Your result should be the lines holding the word "Bulvarı", copied from the entries below.

Material provided Start Marker

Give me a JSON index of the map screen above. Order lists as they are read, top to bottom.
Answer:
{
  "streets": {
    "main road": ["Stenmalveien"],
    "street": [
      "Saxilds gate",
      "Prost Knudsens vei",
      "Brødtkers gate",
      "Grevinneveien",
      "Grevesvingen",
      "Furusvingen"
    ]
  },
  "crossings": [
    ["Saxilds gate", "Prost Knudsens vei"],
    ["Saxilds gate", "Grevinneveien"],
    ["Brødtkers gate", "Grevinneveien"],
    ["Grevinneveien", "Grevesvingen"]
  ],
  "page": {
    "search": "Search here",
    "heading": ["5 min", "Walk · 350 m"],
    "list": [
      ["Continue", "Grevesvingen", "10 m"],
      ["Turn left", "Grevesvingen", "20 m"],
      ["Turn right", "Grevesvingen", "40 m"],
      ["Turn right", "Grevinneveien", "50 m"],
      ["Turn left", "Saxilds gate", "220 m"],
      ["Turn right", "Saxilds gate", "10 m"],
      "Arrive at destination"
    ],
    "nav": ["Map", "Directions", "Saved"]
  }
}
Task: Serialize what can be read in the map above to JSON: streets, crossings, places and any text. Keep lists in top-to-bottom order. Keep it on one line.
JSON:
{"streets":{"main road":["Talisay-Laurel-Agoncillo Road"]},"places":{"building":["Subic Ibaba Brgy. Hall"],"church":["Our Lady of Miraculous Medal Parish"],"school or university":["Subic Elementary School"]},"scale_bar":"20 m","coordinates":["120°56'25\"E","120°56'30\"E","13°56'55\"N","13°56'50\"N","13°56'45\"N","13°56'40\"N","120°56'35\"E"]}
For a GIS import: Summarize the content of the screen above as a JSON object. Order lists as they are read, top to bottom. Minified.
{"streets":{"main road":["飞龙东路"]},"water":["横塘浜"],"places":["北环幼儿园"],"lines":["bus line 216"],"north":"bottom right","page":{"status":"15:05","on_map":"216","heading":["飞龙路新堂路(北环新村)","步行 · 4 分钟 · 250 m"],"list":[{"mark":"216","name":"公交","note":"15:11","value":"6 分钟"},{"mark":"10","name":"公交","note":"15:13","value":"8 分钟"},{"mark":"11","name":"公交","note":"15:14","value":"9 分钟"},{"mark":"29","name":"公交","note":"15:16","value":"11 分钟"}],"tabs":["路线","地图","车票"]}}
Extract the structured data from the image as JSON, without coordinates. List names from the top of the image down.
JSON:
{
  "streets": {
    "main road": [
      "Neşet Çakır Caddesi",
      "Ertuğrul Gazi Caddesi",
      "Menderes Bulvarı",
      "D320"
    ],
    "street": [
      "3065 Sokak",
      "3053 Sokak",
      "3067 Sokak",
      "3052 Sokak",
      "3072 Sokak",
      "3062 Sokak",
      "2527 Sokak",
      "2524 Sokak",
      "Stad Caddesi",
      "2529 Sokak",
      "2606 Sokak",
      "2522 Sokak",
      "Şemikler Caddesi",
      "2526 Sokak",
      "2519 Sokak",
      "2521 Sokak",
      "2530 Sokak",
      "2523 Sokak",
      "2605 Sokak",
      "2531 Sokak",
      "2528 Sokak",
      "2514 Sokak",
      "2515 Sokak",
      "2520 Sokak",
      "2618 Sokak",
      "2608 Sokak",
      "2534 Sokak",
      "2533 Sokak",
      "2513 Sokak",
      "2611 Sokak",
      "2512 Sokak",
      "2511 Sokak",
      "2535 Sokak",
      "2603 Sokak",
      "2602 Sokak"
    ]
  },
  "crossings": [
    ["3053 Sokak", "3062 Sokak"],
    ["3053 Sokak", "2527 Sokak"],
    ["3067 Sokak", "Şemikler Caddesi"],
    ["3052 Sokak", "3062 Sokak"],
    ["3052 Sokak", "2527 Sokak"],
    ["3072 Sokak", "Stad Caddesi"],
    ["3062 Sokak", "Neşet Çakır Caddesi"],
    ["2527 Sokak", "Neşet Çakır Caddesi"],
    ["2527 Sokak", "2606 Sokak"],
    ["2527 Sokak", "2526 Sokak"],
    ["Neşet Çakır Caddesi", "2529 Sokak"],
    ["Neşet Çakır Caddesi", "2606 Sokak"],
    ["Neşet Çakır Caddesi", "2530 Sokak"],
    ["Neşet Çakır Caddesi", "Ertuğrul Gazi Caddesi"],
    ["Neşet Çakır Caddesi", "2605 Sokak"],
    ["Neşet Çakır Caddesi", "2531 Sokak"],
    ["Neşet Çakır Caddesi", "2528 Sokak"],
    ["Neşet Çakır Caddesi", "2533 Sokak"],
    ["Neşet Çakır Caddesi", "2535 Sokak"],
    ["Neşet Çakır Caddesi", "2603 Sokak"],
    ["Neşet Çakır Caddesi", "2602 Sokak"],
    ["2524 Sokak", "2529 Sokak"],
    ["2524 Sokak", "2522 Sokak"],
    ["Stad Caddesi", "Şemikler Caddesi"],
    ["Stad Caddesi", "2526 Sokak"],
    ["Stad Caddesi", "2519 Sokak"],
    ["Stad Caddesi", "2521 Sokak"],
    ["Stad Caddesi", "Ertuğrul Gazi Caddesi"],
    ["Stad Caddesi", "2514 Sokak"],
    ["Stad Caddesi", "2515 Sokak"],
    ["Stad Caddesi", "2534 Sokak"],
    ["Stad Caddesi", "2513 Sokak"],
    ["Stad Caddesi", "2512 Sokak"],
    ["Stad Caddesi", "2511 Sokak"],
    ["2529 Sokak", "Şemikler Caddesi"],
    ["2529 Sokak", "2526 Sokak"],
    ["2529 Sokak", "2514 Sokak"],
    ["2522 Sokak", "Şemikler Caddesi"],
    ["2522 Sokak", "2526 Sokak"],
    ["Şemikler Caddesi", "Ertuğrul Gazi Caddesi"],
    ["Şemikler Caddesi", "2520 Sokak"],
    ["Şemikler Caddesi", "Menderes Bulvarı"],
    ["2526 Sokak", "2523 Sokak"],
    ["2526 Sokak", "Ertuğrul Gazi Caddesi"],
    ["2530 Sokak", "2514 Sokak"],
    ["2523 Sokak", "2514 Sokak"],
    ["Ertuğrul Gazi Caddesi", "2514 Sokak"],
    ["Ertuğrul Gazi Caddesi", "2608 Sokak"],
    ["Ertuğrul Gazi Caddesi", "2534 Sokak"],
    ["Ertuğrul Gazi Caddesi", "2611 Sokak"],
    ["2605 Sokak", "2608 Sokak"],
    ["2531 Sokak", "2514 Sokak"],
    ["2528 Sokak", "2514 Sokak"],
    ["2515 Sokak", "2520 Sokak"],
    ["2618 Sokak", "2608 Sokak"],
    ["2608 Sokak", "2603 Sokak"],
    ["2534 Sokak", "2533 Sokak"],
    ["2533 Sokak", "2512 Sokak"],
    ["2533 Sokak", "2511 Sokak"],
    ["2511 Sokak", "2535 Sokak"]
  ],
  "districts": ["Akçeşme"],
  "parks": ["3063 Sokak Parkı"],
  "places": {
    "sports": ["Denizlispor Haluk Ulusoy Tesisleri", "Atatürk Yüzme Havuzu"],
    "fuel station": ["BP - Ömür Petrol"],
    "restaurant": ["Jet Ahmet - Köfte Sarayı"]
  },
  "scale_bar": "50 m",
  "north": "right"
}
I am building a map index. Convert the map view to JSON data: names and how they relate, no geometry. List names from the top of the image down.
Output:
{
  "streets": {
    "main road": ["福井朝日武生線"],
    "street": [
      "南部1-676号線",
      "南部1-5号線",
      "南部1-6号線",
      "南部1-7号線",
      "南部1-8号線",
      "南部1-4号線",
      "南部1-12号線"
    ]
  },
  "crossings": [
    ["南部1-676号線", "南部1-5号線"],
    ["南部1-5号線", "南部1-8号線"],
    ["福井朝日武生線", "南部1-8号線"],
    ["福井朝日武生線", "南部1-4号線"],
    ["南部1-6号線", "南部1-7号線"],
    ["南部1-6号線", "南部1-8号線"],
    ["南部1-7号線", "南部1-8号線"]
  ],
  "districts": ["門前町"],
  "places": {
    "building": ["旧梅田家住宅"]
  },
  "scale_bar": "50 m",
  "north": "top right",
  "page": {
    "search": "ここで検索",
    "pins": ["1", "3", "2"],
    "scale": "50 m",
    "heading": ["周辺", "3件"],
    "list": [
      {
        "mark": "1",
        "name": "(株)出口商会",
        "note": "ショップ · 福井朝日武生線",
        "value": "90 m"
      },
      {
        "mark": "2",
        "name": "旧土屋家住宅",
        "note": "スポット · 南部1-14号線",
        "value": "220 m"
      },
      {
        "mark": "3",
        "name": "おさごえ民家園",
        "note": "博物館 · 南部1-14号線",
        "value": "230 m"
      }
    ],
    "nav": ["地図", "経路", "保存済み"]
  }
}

Material provided End Marker

(Answer section):
      "Menderes Bulvarı",
    ["Şemikler Caddesi", "Menderes Bulvarı"],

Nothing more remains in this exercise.